RAW DATA |
====
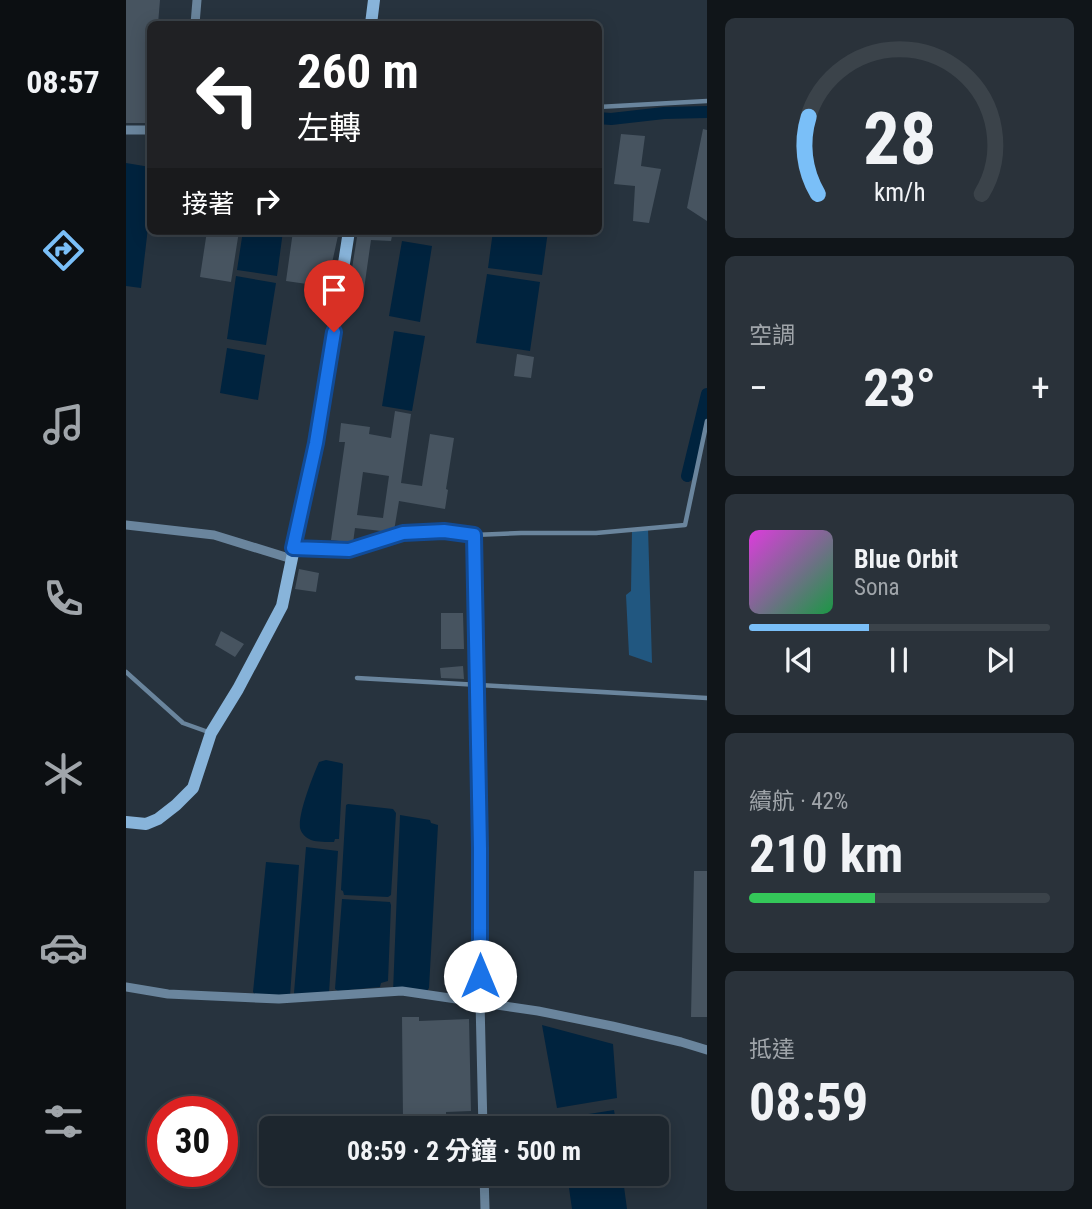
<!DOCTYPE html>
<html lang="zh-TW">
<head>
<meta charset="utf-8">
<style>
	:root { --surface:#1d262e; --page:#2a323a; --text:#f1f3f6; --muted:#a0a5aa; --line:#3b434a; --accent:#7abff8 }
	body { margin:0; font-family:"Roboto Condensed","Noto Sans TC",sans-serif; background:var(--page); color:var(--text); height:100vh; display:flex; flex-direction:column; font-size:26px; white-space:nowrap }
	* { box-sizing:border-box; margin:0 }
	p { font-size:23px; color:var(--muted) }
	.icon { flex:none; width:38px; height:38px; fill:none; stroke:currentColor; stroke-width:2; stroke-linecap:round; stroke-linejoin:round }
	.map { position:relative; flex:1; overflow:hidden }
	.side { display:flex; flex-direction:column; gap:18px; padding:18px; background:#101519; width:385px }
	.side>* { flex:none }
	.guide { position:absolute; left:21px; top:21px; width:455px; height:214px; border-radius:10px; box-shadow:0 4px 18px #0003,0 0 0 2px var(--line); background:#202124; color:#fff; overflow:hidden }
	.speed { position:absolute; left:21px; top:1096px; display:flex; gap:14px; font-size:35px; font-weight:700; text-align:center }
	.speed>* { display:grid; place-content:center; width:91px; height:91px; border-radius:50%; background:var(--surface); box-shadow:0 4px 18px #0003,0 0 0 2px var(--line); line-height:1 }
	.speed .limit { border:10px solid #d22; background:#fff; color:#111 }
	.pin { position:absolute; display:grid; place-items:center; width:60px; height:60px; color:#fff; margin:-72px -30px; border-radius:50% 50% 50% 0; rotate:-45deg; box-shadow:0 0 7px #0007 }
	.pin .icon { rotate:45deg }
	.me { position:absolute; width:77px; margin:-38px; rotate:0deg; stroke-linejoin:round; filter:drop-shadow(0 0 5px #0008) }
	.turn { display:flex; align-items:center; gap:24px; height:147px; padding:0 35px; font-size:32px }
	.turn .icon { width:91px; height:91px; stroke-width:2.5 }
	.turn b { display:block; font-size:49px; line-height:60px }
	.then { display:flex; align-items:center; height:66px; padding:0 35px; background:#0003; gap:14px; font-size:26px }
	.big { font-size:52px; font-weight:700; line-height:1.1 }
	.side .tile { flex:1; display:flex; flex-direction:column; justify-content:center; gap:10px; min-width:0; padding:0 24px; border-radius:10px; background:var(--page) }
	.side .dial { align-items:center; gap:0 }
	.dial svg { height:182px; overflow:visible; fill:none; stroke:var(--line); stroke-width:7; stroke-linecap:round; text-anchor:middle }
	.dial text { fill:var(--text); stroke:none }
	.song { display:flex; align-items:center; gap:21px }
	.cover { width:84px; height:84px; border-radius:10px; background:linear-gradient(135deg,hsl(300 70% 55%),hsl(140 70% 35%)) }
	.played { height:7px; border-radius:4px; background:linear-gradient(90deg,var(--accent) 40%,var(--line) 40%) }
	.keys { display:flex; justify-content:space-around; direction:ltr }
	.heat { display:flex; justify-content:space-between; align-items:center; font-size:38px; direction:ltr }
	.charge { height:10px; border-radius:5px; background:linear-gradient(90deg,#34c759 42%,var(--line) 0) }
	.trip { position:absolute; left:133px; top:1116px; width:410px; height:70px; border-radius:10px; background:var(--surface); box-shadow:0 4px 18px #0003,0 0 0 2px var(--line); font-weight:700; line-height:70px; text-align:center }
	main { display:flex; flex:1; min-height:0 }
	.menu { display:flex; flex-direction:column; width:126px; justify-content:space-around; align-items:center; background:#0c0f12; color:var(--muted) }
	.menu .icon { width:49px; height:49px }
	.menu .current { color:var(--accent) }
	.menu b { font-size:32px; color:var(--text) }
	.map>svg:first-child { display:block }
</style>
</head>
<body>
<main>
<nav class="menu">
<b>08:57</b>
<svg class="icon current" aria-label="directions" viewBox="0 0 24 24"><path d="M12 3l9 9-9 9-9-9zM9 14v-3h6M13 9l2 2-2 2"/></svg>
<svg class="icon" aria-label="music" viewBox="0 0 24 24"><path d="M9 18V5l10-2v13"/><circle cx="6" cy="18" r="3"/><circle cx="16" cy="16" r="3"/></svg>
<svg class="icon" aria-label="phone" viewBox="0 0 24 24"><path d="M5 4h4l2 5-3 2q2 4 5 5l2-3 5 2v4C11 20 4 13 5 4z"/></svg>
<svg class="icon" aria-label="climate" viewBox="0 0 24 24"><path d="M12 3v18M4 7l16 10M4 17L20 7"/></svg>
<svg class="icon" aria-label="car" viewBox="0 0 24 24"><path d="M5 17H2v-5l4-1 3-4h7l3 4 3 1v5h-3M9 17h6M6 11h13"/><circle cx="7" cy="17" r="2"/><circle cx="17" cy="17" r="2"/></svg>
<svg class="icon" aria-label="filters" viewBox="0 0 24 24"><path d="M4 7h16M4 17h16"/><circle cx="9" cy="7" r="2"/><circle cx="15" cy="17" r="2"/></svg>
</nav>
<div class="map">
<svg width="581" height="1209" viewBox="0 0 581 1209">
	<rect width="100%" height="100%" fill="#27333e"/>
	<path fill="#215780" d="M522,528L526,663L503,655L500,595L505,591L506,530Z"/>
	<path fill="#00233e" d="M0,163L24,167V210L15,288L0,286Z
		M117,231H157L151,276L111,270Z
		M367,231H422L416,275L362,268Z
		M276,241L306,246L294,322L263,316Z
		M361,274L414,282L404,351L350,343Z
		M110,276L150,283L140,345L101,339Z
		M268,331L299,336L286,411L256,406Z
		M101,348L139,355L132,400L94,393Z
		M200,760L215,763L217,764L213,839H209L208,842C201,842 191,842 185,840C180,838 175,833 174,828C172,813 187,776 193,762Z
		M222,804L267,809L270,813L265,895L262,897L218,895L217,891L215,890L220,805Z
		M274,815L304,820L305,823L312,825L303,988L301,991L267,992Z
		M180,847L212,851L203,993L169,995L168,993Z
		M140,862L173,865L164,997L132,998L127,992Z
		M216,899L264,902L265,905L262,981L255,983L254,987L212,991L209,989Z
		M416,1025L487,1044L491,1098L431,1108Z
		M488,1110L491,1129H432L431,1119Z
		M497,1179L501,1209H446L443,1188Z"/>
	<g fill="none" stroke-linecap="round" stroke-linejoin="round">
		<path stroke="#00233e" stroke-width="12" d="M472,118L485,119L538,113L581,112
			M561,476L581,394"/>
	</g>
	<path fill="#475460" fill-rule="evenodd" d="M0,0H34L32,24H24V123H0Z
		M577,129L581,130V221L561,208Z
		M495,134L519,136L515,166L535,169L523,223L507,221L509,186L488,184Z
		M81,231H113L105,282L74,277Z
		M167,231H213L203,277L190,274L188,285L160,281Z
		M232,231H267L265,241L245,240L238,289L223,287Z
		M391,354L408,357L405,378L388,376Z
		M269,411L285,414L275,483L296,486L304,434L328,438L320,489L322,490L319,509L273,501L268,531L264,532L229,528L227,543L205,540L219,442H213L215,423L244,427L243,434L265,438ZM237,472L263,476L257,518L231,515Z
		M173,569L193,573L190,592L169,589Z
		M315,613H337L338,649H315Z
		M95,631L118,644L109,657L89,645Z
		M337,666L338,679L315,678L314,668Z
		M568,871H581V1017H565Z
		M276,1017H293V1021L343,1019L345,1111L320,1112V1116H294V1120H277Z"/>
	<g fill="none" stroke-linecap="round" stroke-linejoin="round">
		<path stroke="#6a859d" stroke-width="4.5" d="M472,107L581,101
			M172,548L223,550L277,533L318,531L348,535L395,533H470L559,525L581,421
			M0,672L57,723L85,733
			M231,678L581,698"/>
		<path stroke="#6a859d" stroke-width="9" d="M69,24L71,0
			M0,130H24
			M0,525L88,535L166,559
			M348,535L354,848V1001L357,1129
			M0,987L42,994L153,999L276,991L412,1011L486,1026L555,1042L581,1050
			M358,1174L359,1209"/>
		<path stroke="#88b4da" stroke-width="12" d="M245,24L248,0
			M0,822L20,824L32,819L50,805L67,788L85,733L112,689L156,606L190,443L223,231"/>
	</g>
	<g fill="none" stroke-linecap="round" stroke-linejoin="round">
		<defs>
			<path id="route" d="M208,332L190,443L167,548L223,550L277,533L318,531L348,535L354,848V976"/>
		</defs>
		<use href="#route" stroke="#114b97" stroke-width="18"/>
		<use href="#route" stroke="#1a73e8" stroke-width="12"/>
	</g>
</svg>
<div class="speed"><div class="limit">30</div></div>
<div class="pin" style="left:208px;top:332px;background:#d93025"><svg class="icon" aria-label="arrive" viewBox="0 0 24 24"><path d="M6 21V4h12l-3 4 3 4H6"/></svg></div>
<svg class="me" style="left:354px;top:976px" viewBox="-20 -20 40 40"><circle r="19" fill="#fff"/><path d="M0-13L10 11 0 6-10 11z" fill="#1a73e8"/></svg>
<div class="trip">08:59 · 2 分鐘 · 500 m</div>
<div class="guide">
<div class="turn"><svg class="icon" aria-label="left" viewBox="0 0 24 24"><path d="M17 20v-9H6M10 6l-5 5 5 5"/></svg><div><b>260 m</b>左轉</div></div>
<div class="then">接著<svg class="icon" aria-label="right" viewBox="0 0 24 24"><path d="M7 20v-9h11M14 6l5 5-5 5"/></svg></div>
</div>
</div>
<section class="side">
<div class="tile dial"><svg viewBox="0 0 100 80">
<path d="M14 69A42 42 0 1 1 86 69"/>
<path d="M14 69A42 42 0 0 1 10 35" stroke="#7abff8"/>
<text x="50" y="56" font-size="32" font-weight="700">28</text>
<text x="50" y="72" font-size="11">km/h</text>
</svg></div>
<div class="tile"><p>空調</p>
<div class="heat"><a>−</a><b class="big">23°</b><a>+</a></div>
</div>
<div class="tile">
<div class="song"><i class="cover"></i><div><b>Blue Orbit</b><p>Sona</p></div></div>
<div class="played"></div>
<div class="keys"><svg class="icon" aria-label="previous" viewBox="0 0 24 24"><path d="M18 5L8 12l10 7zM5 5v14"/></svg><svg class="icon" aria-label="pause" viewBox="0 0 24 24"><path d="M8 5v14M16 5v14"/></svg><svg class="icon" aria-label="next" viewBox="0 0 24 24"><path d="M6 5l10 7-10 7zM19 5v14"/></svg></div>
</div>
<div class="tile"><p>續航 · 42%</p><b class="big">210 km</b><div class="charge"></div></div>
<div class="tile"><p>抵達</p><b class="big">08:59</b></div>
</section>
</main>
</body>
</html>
====
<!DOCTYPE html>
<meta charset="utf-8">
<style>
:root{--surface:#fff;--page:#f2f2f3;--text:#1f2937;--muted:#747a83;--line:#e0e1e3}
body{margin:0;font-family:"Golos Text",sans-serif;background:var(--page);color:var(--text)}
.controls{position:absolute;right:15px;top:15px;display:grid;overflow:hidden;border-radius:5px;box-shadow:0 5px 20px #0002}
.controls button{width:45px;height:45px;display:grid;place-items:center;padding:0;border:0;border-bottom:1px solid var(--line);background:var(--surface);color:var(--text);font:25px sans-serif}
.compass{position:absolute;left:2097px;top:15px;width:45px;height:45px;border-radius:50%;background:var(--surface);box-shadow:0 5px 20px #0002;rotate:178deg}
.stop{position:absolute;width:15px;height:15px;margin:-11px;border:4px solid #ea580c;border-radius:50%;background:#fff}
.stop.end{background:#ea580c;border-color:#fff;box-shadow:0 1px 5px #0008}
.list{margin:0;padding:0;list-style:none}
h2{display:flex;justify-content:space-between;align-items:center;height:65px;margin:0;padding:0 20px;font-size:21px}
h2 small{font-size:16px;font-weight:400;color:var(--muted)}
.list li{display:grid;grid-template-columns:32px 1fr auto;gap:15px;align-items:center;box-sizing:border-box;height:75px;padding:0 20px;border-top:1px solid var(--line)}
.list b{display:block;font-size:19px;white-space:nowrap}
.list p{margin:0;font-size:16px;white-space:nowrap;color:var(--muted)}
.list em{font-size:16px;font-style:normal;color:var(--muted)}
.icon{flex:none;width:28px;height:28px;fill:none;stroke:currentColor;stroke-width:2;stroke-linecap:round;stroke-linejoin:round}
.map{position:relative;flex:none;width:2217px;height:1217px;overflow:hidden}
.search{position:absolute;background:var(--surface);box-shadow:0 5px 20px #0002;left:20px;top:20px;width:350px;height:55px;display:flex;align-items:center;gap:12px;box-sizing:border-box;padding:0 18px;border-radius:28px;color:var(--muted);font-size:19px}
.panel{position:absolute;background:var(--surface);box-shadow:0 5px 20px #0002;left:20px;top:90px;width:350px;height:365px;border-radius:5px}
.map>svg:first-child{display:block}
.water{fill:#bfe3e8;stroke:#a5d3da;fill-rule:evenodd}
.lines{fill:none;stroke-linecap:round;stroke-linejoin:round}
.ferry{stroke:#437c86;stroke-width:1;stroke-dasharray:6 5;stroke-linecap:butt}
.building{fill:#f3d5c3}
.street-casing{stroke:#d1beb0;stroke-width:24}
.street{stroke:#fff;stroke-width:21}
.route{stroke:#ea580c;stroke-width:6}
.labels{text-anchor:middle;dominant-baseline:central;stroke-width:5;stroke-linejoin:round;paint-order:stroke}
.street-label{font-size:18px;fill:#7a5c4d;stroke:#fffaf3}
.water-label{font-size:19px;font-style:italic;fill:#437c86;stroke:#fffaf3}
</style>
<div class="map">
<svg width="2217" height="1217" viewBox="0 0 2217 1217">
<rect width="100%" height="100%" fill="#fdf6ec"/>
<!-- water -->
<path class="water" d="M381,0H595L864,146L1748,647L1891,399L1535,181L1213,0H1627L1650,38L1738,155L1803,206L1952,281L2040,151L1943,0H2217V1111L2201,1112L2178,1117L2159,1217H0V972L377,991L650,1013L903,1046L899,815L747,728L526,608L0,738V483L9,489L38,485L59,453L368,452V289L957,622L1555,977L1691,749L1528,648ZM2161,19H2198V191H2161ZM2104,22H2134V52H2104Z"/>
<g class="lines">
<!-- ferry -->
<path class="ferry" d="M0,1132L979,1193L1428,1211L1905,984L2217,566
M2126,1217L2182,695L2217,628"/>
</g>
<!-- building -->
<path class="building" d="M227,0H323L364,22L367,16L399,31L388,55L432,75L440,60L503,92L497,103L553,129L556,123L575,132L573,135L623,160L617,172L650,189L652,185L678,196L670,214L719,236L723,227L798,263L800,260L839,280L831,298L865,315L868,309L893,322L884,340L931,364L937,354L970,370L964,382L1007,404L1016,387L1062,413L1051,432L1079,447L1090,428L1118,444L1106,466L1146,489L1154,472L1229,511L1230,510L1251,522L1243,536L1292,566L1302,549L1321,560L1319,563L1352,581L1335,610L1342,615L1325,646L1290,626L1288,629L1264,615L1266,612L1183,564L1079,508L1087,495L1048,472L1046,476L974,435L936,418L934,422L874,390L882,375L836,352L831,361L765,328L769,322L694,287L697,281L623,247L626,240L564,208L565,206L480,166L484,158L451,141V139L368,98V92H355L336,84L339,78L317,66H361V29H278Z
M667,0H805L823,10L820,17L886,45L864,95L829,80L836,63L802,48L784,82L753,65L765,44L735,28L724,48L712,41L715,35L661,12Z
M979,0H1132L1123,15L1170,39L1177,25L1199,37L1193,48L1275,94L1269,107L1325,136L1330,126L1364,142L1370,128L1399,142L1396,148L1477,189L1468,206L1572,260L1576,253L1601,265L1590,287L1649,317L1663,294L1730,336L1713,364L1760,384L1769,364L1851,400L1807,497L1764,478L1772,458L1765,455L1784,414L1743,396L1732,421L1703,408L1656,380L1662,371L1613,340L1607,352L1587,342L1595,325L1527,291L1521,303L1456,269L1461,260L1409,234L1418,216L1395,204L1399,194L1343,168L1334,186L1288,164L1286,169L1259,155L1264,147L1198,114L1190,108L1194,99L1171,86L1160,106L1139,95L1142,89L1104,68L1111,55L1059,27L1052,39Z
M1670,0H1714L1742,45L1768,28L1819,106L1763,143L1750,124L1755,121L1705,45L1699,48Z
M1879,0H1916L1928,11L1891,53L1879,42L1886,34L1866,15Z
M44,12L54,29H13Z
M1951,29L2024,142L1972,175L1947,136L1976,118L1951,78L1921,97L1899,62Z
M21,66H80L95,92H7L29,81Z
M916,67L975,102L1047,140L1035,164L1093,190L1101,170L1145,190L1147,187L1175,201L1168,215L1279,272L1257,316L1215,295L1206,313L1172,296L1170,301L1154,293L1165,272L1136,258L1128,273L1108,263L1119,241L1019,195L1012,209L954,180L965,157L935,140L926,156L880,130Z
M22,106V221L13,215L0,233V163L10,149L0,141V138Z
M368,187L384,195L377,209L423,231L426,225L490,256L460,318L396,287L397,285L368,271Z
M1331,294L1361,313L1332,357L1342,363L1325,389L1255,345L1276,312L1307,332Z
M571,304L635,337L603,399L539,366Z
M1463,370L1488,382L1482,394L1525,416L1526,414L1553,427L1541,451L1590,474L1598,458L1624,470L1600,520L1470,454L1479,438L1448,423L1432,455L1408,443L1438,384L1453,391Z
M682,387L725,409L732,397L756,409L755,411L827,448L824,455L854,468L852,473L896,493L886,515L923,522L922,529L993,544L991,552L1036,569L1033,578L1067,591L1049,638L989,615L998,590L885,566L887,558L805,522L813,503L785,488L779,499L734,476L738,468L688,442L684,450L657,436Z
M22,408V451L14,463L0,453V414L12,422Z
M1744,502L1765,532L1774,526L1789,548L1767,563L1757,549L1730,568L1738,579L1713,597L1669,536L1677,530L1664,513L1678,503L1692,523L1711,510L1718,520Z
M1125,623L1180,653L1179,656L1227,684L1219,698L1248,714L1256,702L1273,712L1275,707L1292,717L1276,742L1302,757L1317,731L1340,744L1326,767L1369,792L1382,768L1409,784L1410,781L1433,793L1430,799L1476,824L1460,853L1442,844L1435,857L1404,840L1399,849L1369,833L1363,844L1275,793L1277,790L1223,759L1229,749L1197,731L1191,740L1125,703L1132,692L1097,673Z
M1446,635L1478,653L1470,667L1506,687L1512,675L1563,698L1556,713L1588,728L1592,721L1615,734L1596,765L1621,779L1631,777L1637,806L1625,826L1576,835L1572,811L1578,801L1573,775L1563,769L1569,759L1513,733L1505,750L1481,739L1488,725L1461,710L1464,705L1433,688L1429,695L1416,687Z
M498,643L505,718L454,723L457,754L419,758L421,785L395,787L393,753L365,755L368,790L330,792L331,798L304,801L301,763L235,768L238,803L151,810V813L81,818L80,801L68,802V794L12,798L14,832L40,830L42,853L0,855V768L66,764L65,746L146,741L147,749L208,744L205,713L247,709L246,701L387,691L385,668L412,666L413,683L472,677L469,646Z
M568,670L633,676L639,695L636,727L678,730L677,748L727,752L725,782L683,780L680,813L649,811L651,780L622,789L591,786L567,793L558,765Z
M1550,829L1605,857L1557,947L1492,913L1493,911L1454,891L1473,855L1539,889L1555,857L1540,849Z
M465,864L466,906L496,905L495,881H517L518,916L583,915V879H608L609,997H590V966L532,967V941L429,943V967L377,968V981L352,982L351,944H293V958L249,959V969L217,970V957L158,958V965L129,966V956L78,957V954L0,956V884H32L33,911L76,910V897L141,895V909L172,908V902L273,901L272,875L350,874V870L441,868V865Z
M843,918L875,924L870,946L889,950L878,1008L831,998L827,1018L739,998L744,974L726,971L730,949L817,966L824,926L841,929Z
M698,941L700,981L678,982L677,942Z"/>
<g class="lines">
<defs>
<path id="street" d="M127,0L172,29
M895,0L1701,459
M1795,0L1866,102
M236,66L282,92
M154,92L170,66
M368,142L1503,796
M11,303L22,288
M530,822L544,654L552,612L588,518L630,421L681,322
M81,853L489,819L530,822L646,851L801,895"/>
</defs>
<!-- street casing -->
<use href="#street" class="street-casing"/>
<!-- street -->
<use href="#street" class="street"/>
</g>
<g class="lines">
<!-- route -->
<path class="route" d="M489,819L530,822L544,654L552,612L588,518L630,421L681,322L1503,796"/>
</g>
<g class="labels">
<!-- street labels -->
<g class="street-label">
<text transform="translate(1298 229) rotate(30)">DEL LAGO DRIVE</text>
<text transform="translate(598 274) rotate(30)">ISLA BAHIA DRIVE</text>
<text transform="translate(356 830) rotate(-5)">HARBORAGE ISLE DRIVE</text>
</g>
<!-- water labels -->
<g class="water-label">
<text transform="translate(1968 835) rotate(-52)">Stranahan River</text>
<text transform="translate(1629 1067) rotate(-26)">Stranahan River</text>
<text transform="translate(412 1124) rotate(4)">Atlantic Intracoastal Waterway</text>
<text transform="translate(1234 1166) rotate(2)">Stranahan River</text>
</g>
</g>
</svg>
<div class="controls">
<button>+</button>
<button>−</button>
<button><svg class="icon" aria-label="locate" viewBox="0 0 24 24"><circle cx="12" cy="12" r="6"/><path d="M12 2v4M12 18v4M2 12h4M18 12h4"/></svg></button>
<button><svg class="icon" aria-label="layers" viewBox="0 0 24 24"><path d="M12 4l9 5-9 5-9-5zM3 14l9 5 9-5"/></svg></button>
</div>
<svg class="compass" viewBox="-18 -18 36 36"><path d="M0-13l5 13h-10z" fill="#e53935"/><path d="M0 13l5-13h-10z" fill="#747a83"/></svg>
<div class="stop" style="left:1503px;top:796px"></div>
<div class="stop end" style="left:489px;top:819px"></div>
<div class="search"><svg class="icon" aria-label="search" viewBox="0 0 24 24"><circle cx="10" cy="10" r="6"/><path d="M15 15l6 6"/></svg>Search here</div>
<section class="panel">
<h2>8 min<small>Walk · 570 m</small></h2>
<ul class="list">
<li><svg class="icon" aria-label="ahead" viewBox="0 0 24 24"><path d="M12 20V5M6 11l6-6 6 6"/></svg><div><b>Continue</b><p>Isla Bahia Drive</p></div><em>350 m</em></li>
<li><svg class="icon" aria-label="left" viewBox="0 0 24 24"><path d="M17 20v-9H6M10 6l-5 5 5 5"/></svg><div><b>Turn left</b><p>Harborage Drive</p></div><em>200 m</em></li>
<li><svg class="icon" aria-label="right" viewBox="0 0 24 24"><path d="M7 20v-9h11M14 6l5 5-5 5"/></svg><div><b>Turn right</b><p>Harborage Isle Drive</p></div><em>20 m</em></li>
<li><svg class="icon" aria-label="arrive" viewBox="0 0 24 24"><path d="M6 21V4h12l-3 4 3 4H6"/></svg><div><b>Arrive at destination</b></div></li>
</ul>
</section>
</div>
====
The lines to return are those in the entries above that hold "heat".

RESULT OF THIS EXERCISE |
	.heat { display:flex; justify-content:space-between; align-items:center; font-size:38px; direction:ltr }
<div class="heat"><a>−</a><b class="big">23°</b><a>+</a></div>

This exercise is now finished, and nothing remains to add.